## YOUR TASK:
Return every record exactly. Omit nothing.

## DATA:
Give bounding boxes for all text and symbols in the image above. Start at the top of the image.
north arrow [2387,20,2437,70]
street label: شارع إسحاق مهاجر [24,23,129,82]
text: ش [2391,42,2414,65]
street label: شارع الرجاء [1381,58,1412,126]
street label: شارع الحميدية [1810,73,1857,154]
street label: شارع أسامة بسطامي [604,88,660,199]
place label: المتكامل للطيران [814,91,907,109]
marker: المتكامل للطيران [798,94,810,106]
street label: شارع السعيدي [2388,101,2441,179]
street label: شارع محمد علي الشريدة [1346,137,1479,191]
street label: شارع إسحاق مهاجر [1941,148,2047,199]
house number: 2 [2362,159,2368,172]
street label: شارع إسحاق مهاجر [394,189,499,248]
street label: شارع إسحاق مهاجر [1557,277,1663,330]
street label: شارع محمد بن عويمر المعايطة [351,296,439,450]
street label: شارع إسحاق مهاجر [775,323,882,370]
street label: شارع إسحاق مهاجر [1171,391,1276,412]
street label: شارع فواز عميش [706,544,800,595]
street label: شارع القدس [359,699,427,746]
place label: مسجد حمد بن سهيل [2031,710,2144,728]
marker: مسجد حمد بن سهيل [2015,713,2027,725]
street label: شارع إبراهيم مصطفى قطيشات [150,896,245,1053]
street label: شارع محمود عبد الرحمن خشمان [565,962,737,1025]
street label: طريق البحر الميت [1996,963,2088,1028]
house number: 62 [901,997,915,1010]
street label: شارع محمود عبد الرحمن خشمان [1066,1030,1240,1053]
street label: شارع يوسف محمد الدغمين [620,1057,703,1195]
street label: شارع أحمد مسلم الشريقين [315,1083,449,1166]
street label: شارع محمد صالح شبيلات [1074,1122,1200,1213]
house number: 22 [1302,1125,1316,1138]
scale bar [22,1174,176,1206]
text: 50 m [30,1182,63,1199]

## ANSWER TO THIS EXERCISE:
Give bounding boxes for all text and symbols in the image above. Start at the top of the image.
north arrow [2387,20,2437,70]
street label: شارع إسحاق مهاجر [24,23,129,82]
text: ش [2391,42,2414,65]
street label: شارع الرجاء [1381,58,1412,126]
street label: شارع الحميدية [1810,73,1857,154]
street label: شارع أسامة بسطامي [604,88,660,199]
place label: المتكامل للطيران [814,91,907,109]
marker: المتكامل للطيران [798,94,810,106]
street label: شارع السعيدي [2388,101,2441,179]
street label: شارع محمد علي الشريدة [1346,137,1479,191]
street label: شارع إسحاق مهاجر [1941,148,2047,199]
house number: 2 [2362,159,2368,172]
street label: شارع إسحاق مهاجر [394,189,499,248]
street label: شارع إسحاق مهاجر [1557,277,1663,330]
street label: شارع محمد بن عويمر المعايطة [351,296,439,450]
street label: شارع إسحاق مهاجر [775,323,882,370]
street label: شارع إسحاق مهاجر [1171,391,1276,412]
street label: شارع فواز عميش [706,544,800,595]
street label: شارع القدس [359,699,427,746]
place label: مسجد حمد بن سهيل [2031,710,2144,728]
marker: مسجد حمد بن سهيل [2015,713,2027,725]
street label: شارع إبراهيم مصطفى قطيشات [150,896,245,1053]
street label: شارع محمود عبد الرحمن خشمان [565,962,737,1025]
street label: طريق البحر الميت [1996,963,2088,1028]
house number: 62 [901,997,915,1010]
street label: شارع محمود عبد الرحمن خشمان [1066,1030,1240,1053]
street label: شارع يوسف محمد الدغمين [620,1057,703,1195]
street label: شارع أحمد مسلم الشريقين [315,1083,449,1166]
street label: شارع محمد صالح شبيلات [1074,1122,1200,1213]
house number: 22 [1302,1125,1316,1138]
scale bar [22,1174,176,1206]
text: 50 m [30,1182,63,1199]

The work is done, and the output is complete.